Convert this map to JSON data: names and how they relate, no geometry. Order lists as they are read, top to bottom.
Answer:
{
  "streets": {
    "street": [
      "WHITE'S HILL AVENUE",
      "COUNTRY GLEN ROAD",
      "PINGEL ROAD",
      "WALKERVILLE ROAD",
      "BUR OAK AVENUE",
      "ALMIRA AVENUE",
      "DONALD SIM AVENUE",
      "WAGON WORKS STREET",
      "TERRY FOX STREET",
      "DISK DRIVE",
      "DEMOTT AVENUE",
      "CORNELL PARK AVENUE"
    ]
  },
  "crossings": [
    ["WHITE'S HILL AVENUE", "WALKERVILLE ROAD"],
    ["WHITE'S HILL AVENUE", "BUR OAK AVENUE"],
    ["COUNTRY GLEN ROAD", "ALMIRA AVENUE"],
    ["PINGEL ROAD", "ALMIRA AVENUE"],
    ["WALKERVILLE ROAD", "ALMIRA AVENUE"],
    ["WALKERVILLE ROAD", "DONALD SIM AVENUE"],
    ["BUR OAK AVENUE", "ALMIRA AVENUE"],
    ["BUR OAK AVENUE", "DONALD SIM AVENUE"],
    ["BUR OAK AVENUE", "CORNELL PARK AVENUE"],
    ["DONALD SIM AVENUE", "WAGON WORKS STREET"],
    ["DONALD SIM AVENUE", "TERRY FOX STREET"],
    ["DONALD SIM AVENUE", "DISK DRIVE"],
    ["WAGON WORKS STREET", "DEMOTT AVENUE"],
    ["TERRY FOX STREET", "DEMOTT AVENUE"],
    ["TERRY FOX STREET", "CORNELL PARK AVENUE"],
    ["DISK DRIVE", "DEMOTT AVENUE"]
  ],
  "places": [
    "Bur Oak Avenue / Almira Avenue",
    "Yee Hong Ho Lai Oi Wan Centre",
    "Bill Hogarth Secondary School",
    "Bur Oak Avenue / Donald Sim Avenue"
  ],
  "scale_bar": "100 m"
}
_ _ _
- **Assignment**: Having read the records, return each one exactly.

- **Expected output**:
Convert this map to JSON data: names and how they relate, no geometry. Order lists as they are read, top to bottom.
Answer:
{
  "streets": {
    "street": [
      "WHITE'S HILL AVENUE",
      "COUNTRY GLEN ROAD",
      "PINGEL ROAD",
      "WALKERVILLE ROAD",
      "BUR OAK AVENUE",
      "ALMIRA AVENUE",
      "DONALD SIM AVENUE",
      "WAGON WORKS STREET",
      "TERRY FOX STREET",
      "DISK DRIVE",
      "DEMOTT AVENUE",
      "CORNELL PARK AVENUE"
    ]
  },
  "crossings": [
    ["WHITE'S HILL AVENUE", "WALKERVILLE ROAD"],
    ["WHITE'S HILL AVENUE", "BUR OAK AVENUE"],
    ["COUNTRY GLEN ROAD", "ALMIRA AVENUE"],
    ["PINGEL ROAD", "ALMIRA AVENUE"],
    ["WALKERVILLE ROAD", "ALMIRA AVENUE"],
    ["WALKERVILLE ROAD", "DONALD SIM AVENUE"],
    ["BUR OAK AVENUE", "ALMIRA AVENUE"],
    ["BUR OAK AVENUE", "DONALD SIM AVENUE"],
    ["BUR OAK AVENUE", "CORNELL PARK AVENUE"],
    ["DONALD SIM AVENUE", "WAGON WORKS STREET"],
    ["DONALD SIM AVENUE", "TERRY FOX STREET"],
    ["DONALD SIM AVENUE", "DISK DRIVE"],
    ["WAGON WORKS STREET", "DEMOTT AVENUE"],
    ["TERRY FOX STREET", "DEMOTT AVENUE"],
    ["TERRY FOX STREET", "CORNELL PARK AVENUE"],
    ["DISK DRIVE", "DEMOTT AVENUE"]
  ],
  "places": [
    "Bur Oak Avenue / Almira Avenue",
    "Yee Hong Ho Lai Oi Wan Centre",
    "Bill Hogarth Secondary School",
    "Bur Oak Avenue / Donald Sim Avenue"
  ],
  "scale_bar": "100 m"
}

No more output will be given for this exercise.